From Talmud Brachot 40a, we learn that if one accidentally said "Shehakol" as the before blessing instead of a food's proper blessing, this is fine, and he doesn't need to repeat the correct blessing.

I'm curious as to why "shehakol" was chosen as the "overall" blessing and not Borei minei mezonot which means "Who creates different types of foods (or sustenance)." This blessing mentions the term "food" whereas "shehakol" does not.

It seems that at some point or for some reason, "mezonot" was used to refer only to foods made from one of the 5 grains.
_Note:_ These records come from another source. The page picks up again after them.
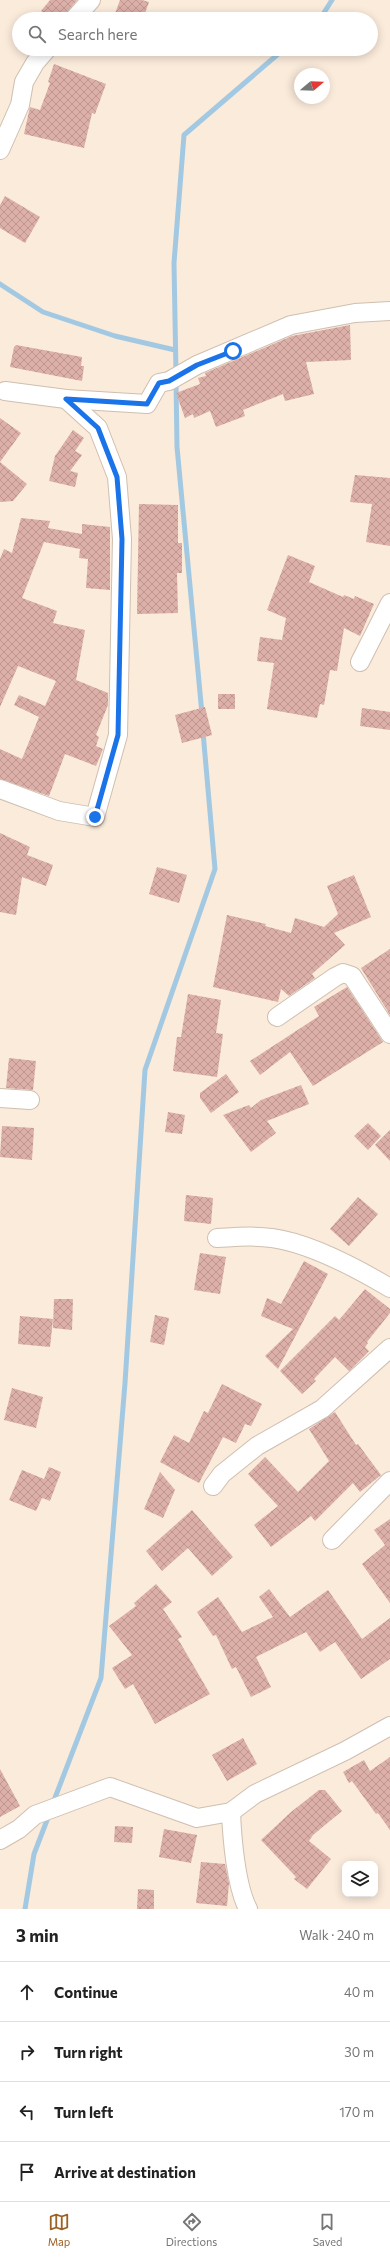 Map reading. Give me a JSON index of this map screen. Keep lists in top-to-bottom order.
{
  "north": "right",
  "page": {
    "search": "Search here",
    "heading": ["3 min", "Walk · 240 m"],
    "list": [
      ["Continue", "40 m"],
      ["Turn right", "30 m"],
      ["Turn left", "170 m"],
      "Arrive at destination"
    ],
    "nav": ["Map", "Directions", "Saved"]
  }
}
We can also question, likewise, why mezonot which has no mention specifically of "grain-type" foods was made as the bracha specifically for these types of foods?

For that matter, if "mezonot" means "food", then why not use this bracha and not even need the "shehakol" bracha to be created at all?

  • 1
    "HaKol" means "all". Why would everything be less inclusive than Mezonot? Clearly "HaKol" covers everything.
    – Double AA
    Commented May 22, 2017 at 16:26
  • @DoubleAA - Agreed. It would only make sense for the brocha that mentions "all" would be chosen as the overall blessing.
    – ezra
    Commented May 22, 2017 at 23:30
  • @ezra Meh. I don't think any blessing was chosen as the overall blessing. This one just is an overall blessing because it covers "all" הכל. There's no reason a priori that there must be an overall blessing. Similarly there's no reason a priori that there couldn't be multiple equally effective overall blessings.
    – Double AA
    Commented May 22, 2017 at 23:30
  • Don’t be so sure it’s not. See Brachos 12a that one who makes a Mezonos on dates is yotzei since dates are considered sustenance. אכל תמרי וקסבר נהמא אכל ופתח בדנהמא וסיים בדתמרי יצא דאפילו סיים בדנהמא נמי יצא מאי טעמא שתמרח נמי מיזם זייני. As long as the food is considered sustenance (as opposed to a snack) it would seem that one could rely on Mezonos. It is noteworthy, however, that Ein Mishpat doesn’t quote any Poskim on this Gemara.
    – DonielF
    Commented Sep 28, 2017 at 21:29
  • @DonielF Interesting find. Make it an answer. Just because, you have refuted my premise, doesn't mean it can't be an answer. Blessings to you for a year of great health and great wisdom.
    – DanF
    Commented Sep 28, 2017 at 21:49

1 Answer 1


The Mishna (Eruvin 3:1) says:

הנודר מן המזון, מותר במים ובמלח
One who vows to treat "Mazon" as forbidden, is permitted to water and salt.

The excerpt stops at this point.